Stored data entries
== Segment start ==
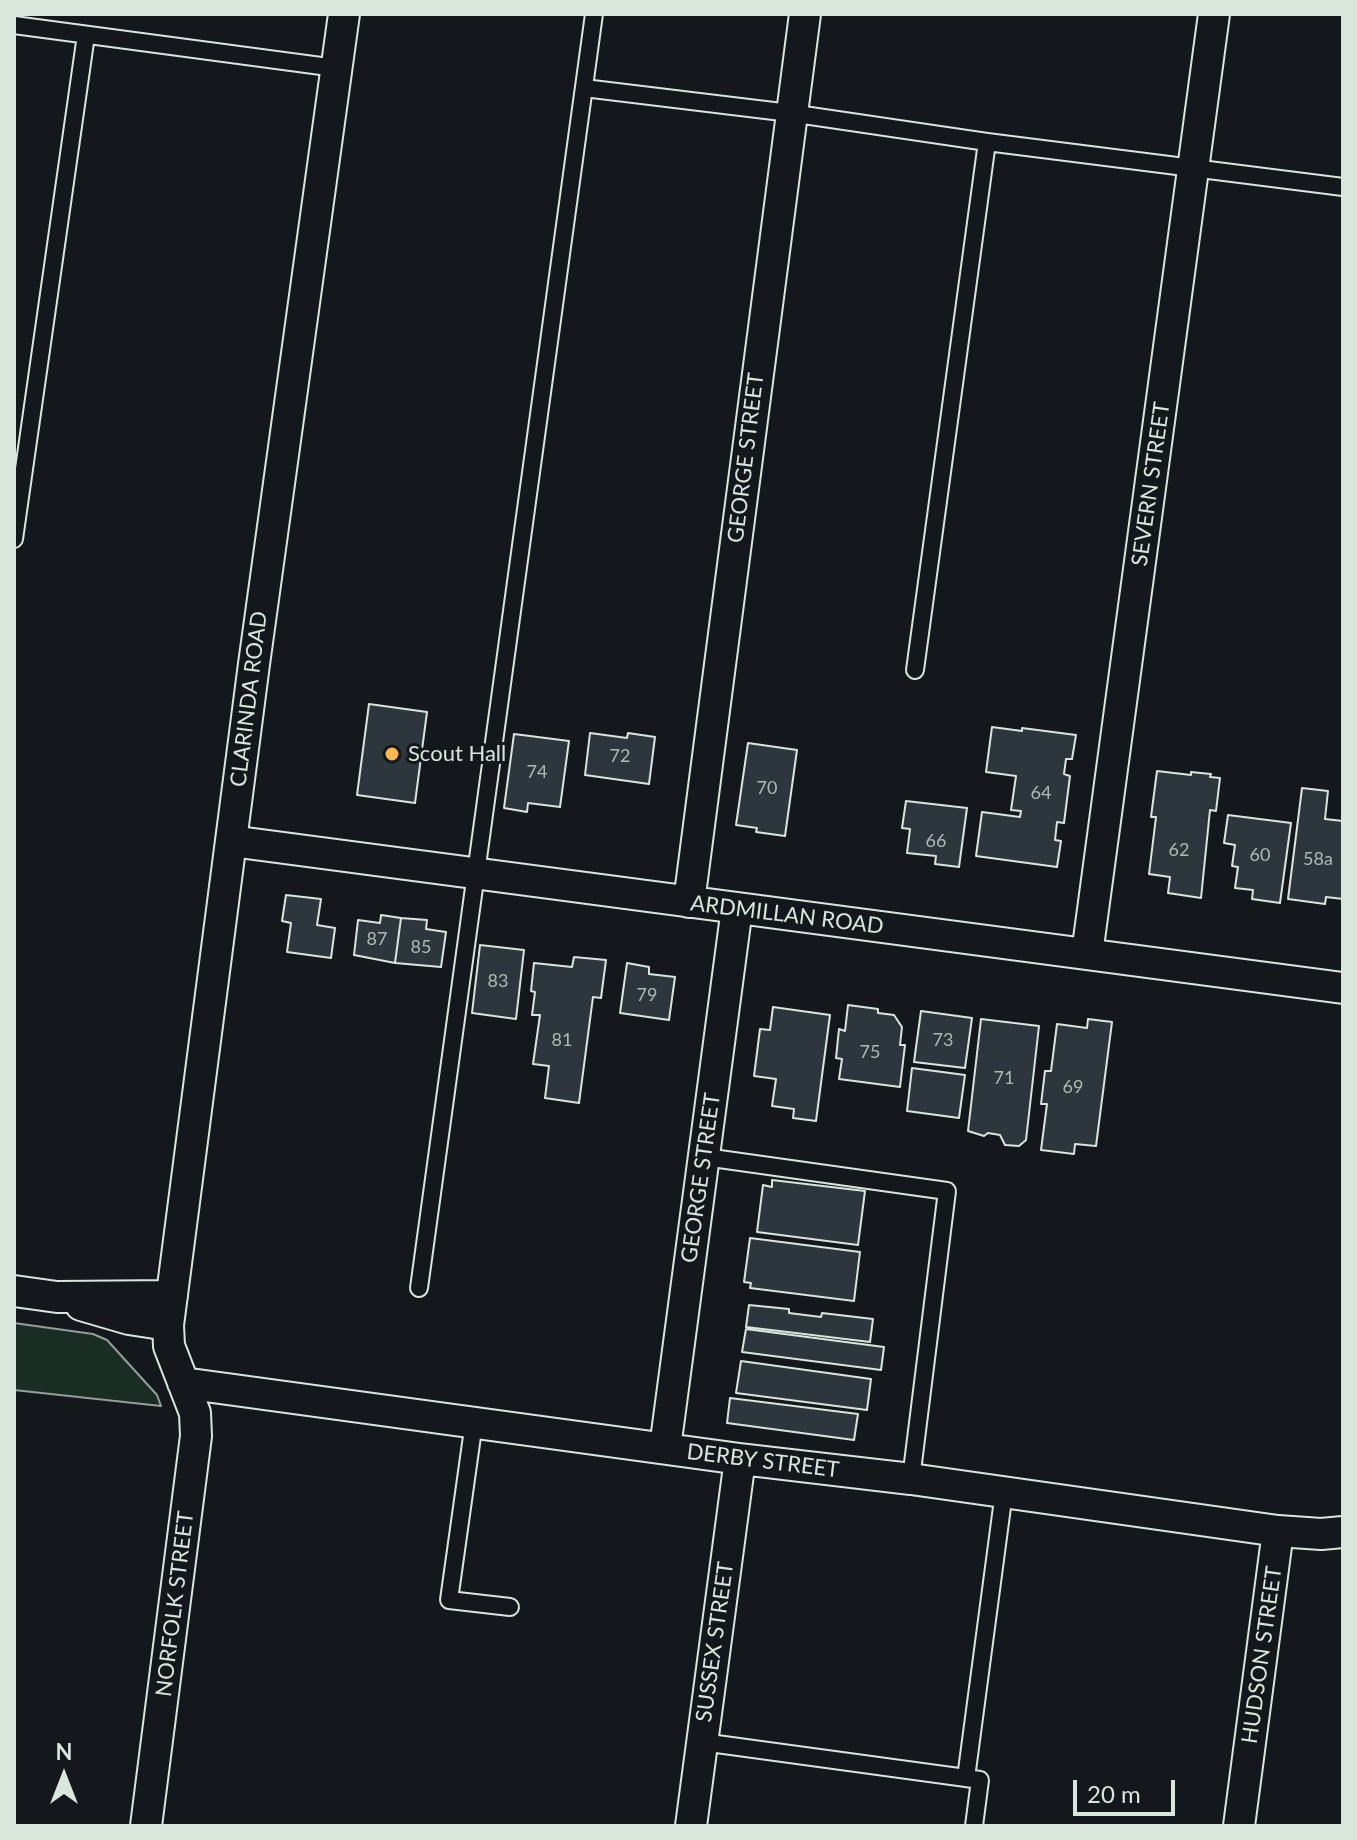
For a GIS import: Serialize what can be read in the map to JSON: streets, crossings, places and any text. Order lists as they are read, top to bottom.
{
  "streets": {
    "street": [
      "GEORGE STREET",
      "SEVERN STREET",
      "CLARINDA ROAD",
      "ARDMILLAN ROAD",
      "DERBY STREET",
      "NORFOLK STREET",
      "SUSSEX STREET",
      "HUDSON STREET"
    ]
  },
  "crossings": [
    ["GEORGE STREET", "ARDMILLAN ROAD"],
    ["GEORGE STREET", "DERBY STREET"],
    ["SEVERN STREET", "ARDMILLAN ROAD"],
    ["CLARINDA ROAD", "ARDMILLAN ROAD"],
    ["CLARINDA ROAD", "DERBY STREET"],
    ["CLARINDA ROAD", "NORFOLK STREET"],
    ["DERBY STREET", "NORFOLK STREET"],
    ["DERBY STREET", "SUSSEX STREET"],
    ["DERBY STREET", "HUDSON STREET"]
  ],
  "places": ["Scout Hall"],
  "house_numbers": [
    "72",
    "74",
    "70",
    "64",
    "66",
    "62",
    "60",
    "58a",
    "87",
    "85",
    "83",
    "79",
    "81",
    "73",
    "75",
    "71",
    "69"
  ],
  "scale_bar": "20 m",
  "north": "top"
}
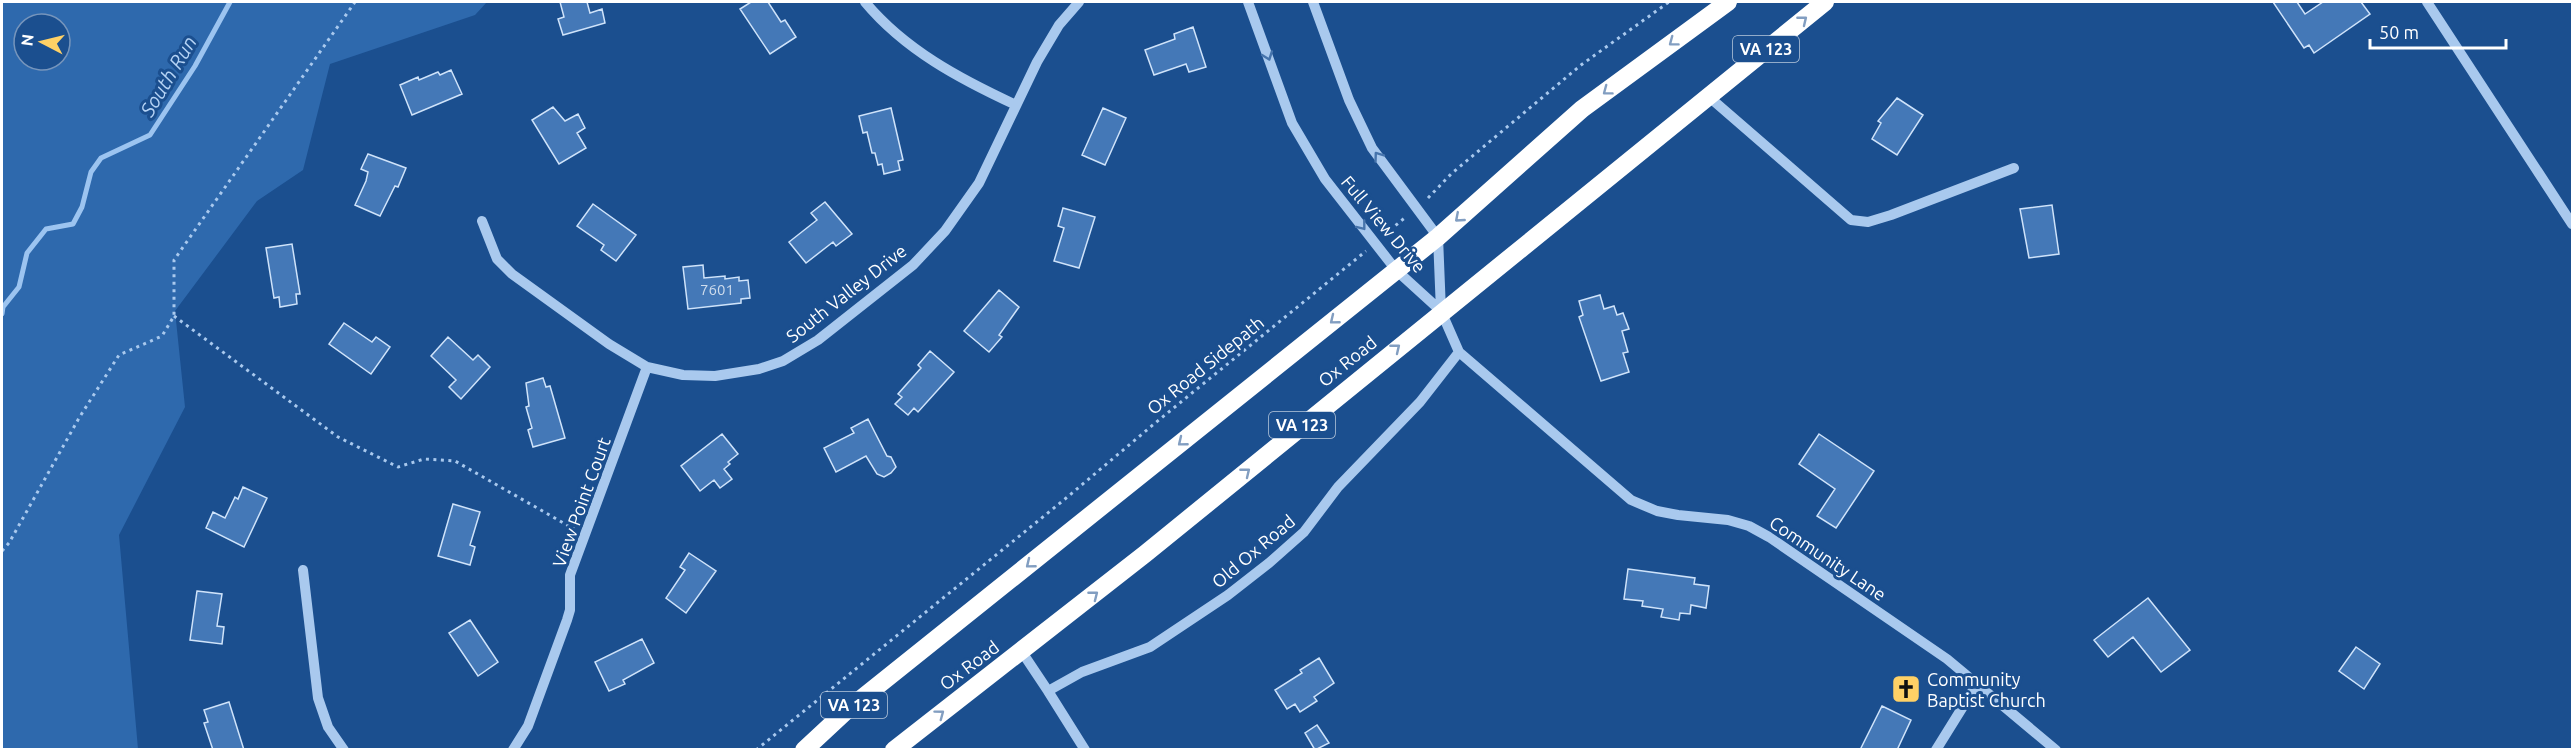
== Segment end ==
- WORK TO COMPLETE -
Your answer must be an exact copy of the records, without the pictures.

- SOLUTION FOR THIS PROBLEM -
For a GIS import: Serialize what can be read in the map to JSON: streets, crossings, places and any text. Order lists as they are read, top to bottom.
{
  "streets": {
    "street": [
      "GEORGE STREET",
      "SEVERN STREET",
      "CLARINDA ROAD",
      "ARDMILLAN ROAD",
      "DERBY STREET",
      "NORFOLK STREET",
      "SUSSEX STREET",
      "HUDSON STREET"
    ]
  },
  "crossings": [
    ["GEORGE STREET", "ARDMILLAN ROAD"],
    ["GEORGE STREET", "DERBY STREET"],
    ["SEVERN STREET", "ARDMILLAN ROAD"],
    ["CLARINDA ROAD", "ARDMILLAN ROAD"],
    ["CLARINDA ROAD", "DERBY STREET"],
    ["CLARINDA ROAD", "NORFOLK STREET"],
    ["DERBY STREET", "NORFOLK STREET"],
    ["DERBY STREET", "SUSSEX STREET"],
    ["DERBY STREET", "HUDSON STREET"]
  ],
  "places": ["Scout Hall"],
  "house_numbers": [
    "72",
    "74",
    "70",
    "64",
    "66",
    "62",
    "60",
    "58a",
    "87",
    "85",
    "83",
    "79",
    "81",
    "73",
    "75",
    "71",
    "69"
  ],
  "scale_bar": "20 m",
  "north": "top"
}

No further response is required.